_Provided information_:
========================================================================

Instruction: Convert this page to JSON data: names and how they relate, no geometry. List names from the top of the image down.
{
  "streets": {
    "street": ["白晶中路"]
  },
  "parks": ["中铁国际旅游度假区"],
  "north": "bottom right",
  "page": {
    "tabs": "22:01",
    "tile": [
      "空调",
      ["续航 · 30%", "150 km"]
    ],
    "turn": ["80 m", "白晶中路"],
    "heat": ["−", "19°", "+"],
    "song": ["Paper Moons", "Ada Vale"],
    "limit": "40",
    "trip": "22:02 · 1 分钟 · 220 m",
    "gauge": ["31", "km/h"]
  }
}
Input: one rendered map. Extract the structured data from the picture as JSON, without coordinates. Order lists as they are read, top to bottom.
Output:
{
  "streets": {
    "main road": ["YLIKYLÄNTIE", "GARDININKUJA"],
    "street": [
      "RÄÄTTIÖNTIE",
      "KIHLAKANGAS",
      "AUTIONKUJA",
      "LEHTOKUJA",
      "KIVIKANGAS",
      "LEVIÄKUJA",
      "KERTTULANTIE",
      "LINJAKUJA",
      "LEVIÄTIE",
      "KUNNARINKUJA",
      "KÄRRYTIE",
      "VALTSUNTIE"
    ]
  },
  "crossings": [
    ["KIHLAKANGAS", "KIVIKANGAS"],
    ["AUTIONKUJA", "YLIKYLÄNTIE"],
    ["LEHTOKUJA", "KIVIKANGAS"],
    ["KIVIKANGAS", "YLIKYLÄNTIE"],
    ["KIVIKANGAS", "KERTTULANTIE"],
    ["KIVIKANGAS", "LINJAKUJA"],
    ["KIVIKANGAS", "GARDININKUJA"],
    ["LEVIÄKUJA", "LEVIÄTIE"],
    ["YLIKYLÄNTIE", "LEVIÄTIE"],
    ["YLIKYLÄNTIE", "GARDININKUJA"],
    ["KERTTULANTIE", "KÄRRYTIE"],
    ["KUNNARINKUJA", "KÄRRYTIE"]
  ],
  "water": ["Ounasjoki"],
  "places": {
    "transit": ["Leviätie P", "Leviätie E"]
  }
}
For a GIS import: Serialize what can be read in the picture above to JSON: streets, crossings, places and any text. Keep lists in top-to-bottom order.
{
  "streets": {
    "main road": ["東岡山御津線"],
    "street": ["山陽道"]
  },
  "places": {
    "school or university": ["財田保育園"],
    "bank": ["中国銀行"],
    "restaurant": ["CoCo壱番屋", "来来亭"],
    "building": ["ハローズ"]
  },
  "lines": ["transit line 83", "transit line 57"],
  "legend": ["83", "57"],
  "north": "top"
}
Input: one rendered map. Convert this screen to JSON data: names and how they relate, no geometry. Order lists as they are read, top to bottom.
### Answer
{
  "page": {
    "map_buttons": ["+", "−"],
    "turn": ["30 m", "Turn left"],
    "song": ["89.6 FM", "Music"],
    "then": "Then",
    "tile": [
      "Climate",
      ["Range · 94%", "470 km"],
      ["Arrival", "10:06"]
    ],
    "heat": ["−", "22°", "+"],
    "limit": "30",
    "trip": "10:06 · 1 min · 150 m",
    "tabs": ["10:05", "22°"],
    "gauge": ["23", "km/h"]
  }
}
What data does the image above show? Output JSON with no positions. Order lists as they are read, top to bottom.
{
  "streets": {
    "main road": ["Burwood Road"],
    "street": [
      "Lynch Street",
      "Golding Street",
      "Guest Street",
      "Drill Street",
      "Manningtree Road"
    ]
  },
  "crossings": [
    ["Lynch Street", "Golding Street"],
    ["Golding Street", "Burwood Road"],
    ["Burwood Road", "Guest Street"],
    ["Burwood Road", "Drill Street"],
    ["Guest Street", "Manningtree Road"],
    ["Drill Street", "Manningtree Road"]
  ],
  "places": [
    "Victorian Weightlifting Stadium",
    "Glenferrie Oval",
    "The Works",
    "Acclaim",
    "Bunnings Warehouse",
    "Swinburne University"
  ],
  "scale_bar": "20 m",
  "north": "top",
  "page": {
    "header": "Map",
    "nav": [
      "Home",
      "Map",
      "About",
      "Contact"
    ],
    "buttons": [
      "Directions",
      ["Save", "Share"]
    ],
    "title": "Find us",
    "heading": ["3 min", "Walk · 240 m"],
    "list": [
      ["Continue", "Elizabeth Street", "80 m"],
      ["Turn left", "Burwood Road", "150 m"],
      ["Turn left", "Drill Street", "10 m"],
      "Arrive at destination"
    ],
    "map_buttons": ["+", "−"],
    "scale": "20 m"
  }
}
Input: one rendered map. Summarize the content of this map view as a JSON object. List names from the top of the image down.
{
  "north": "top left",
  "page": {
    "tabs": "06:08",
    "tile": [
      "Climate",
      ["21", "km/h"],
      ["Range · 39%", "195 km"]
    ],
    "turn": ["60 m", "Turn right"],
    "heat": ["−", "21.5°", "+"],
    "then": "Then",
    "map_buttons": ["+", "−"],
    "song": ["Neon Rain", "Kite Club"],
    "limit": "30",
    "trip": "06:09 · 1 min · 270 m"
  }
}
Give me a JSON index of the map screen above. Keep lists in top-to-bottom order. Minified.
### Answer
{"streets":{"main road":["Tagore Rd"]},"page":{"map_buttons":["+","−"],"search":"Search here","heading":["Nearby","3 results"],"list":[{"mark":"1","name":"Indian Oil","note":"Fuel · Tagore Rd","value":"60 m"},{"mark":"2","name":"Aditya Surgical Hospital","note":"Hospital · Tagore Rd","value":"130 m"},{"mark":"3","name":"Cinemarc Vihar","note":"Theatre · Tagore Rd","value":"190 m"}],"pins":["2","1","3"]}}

========================================================================

In the entries above, which lines hold the string "screen"? Report all of them.

_Solved exercise_:
Input: one rendered map. Convert this screen to JSON data: names and how they relate, no geometry. Order lists as they are read, top to bottom.
Give me a JSON index of the map screen above. Keep lists in top-to-bottom order. Minified.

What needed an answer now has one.